A 3D Body from Eight Questions – No Photo, No GPU
3 days ago
- #anthropometry
- #3D body reconstruction
- #machine learning
- A 3D body can be generated from an 8-question questionnaire using a small MLP with physics-aware loss, achieving height accuracy of 0.3 cm and mass accuracy of 0.3 kg on CPU in milliseconds.
- The method improves on photo-based pipelines for circumferences without needing photos, addressing privacy, speed, and cost concerns, and avoids user photo-taking hassle.
- Initial inspiration came from Bartol et al.'s regression using height and weight, but limitations were found due to inability to capture body shape variations like build, belly, shape, and cupsize.
- Additional features such as build, belly, cup size, and gender were analyzed and found to significantly reduce waist variation, with build having the most impact.
- A dataset of tens of thousands of synthetic bodies was generated using the Anny model, focusing on 58 relevant blendshapes, with separate models trained for each gender.
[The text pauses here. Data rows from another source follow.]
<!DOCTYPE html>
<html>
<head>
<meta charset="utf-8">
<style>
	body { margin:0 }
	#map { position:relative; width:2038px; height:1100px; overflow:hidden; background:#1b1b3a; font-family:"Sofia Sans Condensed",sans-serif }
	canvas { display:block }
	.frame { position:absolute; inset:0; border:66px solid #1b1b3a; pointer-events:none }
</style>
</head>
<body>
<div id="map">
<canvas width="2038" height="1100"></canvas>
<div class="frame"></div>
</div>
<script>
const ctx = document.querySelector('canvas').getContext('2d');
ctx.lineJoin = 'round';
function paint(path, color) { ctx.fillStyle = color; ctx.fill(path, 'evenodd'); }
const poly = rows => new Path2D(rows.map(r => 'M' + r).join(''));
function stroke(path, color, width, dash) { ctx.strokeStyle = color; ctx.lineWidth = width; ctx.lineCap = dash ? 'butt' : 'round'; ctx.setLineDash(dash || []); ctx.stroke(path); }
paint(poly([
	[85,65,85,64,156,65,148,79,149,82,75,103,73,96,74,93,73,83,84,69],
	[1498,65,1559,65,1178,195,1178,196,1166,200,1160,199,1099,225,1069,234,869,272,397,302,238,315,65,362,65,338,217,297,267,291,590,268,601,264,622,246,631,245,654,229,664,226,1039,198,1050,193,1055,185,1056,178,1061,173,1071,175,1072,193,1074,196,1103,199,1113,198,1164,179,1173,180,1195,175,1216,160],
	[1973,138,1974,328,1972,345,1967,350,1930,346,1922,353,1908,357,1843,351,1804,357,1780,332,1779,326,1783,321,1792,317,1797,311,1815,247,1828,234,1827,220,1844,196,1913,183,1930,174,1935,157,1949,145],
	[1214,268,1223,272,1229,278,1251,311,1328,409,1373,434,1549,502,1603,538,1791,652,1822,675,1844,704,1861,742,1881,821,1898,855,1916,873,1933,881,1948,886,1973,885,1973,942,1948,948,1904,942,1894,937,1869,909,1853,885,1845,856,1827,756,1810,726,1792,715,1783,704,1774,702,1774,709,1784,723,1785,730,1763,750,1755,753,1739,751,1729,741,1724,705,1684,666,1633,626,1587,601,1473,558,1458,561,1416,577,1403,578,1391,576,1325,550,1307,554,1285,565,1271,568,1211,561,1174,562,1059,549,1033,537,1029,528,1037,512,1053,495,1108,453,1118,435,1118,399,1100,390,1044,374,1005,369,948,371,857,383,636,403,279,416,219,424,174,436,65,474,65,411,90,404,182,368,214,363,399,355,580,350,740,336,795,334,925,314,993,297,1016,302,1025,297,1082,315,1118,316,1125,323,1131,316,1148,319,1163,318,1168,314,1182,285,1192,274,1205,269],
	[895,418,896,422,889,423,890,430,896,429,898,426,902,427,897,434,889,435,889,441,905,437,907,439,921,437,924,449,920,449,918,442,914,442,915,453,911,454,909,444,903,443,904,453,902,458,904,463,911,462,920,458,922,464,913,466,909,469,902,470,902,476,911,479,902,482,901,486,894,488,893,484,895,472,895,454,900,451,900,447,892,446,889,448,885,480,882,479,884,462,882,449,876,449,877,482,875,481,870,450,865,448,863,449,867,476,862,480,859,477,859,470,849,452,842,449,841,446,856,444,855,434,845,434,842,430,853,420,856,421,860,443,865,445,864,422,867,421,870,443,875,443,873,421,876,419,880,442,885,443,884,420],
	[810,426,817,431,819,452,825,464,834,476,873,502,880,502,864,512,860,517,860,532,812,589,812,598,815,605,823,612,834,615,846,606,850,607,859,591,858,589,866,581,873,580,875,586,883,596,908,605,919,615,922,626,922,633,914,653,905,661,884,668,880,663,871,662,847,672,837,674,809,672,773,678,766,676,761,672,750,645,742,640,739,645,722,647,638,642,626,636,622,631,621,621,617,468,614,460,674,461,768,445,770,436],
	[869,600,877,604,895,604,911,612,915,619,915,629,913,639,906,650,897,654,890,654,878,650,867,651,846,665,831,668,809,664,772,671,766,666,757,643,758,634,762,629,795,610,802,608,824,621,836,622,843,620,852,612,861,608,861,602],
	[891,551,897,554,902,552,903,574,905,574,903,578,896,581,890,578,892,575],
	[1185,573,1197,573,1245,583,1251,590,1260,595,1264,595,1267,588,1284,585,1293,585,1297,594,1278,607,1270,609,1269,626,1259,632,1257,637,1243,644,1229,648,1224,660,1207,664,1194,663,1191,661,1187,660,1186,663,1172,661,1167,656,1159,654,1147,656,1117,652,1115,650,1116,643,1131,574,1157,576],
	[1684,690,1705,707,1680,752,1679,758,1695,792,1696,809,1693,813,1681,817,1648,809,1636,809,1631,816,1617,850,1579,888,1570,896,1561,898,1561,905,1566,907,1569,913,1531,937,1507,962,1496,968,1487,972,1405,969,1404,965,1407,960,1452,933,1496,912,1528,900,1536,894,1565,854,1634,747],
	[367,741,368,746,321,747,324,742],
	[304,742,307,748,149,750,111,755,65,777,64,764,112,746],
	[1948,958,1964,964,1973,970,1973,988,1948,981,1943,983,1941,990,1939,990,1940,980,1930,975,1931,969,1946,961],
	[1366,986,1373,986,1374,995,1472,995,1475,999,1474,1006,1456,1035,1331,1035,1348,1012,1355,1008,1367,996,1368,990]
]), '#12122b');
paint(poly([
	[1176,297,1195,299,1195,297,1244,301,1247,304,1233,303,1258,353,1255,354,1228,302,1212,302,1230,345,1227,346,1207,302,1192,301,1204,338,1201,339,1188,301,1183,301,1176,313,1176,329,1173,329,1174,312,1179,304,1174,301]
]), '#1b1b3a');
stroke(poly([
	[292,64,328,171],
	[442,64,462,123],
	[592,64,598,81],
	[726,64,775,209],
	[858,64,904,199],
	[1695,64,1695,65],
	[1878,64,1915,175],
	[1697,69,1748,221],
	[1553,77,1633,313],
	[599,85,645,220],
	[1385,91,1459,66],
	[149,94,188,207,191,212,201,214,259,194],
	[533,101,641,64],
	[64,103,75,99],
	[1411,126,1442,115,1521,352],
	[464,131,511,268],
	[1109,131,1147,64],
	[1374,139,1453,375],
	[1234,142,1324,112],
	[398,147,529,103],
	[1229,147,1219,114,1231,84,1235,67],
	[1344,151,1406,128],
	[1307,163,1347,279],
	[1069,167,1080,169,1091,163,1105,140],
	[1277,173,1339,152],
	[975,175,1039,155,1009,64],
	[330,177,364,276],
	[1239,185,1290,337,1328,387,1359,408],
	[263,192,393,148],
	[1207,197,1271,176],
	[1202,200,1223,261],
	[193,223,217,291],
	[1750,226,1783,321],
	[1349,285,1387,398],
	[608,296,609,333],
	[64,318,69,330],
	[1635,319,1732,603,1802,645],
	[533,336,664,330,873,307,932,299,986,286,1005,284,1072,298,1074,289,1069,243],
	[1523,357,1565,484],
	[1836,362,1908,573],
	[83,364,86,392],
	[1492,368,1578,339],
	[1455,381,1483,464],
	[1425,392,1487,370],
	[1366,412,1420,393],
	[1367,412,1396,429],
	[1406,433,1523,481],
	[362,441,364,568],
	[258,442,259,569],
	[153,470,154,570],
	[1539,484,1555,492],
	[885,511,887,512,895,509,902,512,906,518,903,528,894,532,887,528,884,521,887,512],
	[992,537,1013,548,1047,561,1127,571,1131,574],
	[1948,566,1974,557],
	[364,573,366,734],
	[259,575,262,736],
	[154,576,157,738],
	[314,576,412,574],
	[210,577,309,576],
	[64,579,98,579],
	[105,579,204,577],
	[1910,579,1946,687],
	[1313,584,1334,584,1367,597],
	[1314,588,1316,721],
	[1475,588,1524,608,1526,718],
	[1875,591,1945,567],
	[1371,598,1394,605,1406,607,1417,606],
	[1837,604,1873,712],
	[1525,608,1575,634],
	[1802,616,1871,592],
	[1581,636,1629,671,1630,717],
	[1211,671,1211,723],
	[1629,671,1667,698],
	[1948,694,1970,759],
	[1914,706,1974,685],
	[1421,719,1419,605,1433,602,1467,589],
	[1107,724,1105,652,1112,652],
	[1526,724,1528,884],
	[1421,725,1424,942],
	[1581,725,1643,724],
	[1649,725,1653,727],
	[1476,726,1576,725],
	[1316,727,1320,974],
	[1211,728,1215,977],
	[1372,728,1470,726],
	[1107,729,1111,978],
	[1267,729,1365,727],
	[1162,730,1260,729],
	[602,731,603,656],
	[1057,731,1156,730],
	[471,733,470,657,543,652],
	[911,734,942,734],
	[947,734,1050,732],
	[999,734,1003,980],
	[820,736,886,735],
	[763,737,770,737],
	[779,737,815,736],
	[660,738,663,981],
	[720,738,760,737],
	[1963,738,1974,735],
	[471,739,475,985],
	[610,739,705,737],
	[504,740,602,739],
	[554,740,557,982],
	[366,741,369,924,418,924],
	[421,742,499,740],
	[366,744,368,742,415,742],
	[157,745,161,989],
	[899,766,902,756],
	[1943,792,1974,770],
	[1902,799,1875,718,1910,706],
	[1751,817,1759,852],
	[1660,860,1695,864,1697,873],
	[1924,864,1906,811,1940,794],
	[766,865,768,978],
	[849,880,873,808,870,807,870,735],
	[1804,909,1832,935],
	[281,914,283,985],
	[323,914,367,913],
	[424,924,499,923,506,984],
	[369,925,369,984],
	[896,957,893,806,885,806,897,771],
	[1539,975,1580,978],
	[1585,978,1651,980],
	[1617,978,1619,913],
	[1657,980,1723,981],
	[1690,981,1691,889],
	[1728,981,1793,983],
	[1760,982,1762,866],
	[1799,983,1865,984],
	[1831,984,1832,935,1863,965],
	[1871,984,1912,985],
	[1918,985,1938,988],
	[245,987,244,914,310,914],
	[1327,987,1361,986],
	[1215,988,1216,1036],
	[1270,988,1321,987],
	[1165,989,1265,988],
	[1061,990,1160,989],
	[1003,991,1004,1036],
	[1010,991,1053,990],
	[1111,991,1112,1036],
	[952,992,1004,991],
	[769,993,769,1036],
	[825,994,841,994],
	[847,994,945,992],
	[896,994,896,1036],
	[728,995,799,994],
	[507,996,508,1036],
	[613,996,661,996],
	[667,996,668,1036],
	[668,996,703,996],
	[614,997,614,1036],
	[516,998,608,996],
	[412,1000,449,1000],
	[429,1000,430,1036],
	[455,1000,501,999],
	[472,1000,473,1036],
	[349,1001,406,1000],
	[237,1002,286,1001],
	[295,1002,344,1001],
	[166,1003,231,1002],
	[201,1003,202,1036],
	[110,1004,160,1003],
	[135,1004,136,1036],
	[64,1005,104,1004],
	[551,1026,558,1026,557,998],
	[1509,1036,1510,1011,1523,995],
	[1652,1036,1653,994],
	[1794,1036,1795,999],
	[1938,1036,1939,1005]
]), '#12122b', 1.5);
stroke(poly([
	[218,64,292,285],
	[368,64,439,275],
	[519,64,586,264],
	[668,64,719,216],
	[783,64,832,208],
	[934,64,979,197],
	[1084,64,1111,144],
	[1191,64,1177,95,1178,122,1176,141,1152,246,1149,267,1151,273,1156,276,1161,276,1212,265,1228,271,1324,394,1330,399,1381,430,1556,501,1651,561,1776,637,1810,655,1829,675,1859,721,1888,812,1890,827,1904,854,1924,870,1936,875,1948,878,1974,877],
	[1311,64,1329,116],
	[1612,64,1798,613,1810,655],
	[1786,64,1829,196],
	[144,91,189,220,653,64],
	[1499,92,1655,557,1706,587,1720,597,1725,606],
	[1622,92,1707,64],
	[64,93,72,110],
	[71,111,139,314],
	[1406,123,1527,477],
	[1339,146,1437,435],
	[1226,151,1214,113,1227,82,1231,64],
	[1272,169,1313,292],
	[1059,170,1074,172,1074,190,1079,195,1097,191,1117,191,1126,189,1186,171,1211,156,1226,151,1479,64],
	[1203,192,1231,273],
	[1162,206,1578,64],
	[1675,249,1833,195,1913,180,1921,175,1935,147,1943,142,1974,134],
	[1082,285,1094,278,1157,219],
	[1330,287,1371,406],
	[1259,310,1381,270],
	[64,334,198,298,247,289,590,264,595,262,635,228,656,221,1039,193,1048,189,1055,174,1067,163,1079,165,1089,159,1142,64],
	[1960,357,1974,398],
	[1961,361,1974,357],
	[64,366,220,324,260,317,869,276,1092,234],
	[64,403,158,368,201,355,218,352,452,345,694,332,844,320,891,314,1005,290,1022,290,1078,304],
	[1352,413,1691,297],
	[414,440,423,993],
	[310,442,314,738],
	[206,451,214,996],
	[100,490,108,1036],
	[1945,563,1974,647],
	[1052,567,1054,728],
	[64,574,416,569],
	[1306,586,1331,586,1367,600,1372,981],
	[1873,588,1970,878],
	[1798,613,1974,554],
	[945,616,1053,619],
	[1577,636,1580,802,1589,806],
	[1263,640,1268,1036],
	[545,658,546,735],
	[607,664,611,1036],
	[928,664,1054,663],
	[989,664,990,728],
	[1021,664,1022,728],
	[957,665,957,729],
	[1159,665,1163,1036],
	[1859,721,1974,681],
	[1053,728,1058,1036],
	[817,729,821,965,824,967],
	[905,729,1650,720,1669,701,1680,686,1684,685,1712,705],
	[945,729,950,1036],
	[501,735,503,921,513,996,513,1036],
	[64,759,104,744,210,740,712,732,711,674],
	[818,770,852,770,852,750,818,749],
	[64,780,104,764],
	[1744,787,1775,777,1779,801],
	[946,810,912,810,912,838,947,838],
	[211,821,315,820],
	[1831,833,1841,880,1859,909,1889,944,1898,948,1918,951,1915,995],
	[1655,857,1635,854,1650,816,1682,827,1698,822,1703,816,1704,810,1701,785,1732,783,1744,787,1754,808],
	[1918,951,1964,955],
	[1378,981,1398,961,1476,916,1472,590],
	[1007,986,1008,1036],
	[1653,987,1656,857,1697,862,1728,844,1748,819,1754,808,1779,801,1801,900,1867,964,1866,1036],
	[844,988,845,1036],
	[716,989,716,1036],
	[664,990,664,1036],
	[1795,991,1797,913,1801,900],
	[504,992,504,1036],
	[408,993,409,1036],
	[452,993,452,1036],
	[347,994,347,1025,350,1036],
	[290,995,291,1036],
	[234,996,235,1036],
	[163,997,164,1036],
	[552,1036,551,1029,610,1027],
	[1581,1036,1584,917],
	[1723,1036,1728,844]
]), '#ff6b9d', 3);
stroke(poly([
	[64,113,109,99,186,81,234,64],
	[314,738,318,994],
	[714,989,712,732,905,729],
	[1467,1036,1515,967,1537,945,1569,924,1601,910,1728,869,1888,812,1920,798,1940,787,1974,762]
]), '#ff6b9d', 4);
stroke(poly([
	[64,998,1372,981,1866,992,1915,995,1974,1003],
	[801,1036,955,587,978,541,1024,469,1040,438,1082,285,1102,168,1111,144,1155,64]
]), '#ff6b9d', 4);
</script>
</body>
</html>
- The MLP uses a loss function incorporating forward pass through Anny to ensure accurate height and mass predictions, addressing mass calculation issues that ridge regression failed on.
- Results show mean errors for height (0.3 cm), mass (0.3-0.5 kg), and BWH circumferences (3-4 cm), outperforming both Bartol's regression and photo-based methods on validation sets.
- Lessons include fixing inconsistencies in Anny's mass calculation by adjusting body density based on gender and body fat, and adding ancestry features to reduce noise and improve accuracy.
- Future improvements may involve interactive body adjustment features and incorporating more attributes like limb lengths, moving beyond static questionnaires for better user input.